■ **What is being asked**: Please return every line in the following data that includes the string "labels".

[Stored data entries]
• • • • •
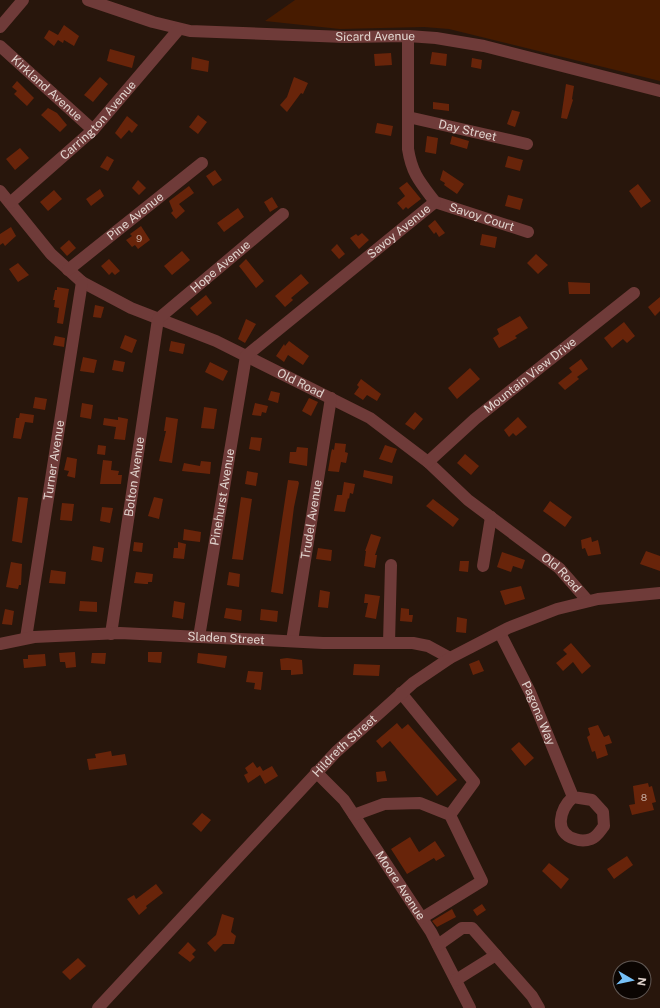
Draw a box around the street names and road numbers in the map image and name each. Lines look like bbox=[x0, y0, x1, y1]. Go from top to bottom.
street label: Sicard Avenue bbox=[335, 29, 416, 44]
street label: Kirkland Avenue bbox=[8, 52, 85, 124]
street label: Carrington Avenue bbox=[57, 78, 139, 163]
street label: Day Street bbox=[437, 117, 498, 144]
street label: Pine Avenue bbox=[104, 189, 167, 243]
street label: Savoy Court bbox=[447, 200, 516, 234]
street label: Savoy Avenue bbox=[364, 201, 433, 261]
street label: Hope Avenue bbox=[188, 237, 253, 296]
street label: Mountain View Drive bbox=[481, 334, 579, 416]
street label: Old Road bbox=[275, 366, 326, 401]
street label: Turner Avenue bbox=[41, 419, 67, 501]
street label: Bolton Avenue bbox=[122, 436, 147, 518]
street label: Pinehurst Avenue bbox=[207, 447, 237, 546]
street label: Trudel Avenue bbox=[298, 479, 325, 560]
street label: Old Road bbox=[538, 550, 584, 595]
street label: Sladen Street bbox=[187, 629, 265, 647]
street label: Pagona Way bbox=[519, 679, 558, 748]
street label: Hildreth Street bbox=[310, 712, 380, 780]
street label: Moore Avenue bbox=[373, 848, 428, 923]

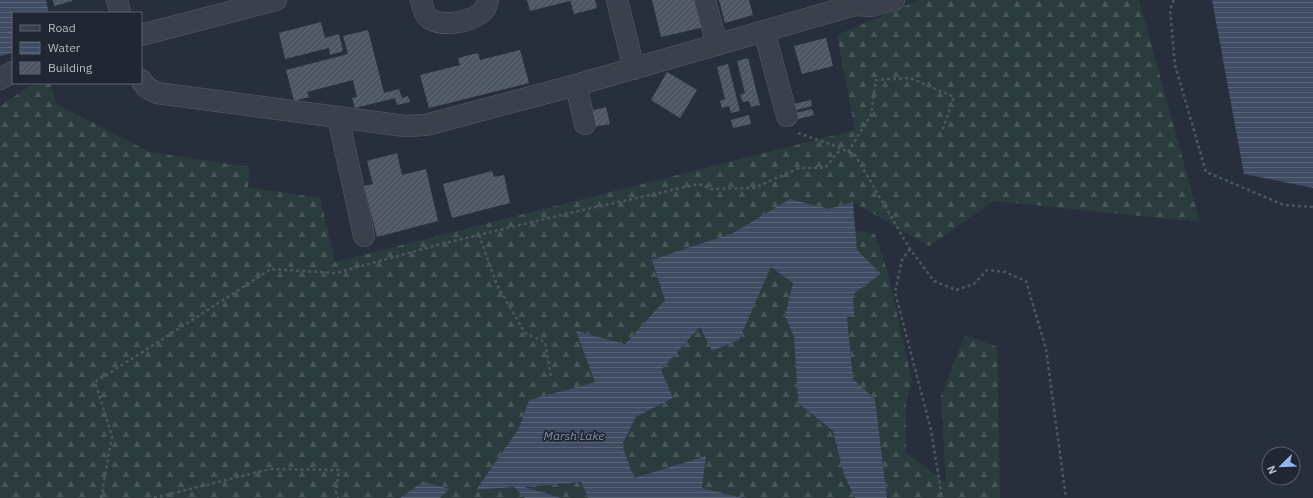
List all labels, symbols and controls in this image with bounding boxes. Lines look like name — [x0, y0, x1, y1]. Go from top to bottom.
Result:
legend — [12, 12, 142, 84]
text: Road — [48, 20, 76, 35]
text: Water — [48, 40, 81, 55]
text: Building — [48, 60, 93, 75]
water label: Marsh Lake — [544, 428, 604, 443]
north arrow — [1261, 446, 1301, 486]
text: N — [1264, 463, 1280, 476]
• • • • •
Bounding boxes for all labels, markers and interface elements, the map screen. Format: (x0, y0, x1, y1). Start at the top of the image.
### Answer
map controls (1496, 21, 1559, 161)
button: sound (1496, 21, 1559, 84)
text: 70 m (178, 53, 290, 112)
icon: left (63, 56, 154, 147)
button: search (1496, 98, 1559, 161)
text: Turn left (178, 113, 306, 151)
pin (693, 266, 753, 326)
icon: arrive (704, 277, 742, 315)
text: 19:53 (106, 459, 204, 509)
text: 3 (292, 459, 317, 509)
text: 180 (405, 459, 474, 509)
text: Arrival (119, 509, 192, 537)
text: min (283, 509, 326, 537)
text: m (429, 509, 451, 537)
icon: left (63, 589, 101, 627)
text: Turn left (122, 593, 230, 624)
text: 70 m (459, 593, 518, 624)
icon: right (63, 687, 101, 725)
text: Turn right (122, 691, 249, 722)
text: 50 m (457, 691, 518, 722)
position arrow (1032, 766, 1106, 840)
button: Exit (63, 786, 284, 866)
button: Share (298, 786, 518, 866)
• • • • •
■ **Task solution**:
List all labels, symbols and controls in this image with bounding boxes. Lines look like name — [x0, y0, x1, y1]. Go from top to bottom.
Bounding boxes for all labels, markers and interface elements, the map screen. Format: (x0, y0, x1, y1). Start at the top of the image.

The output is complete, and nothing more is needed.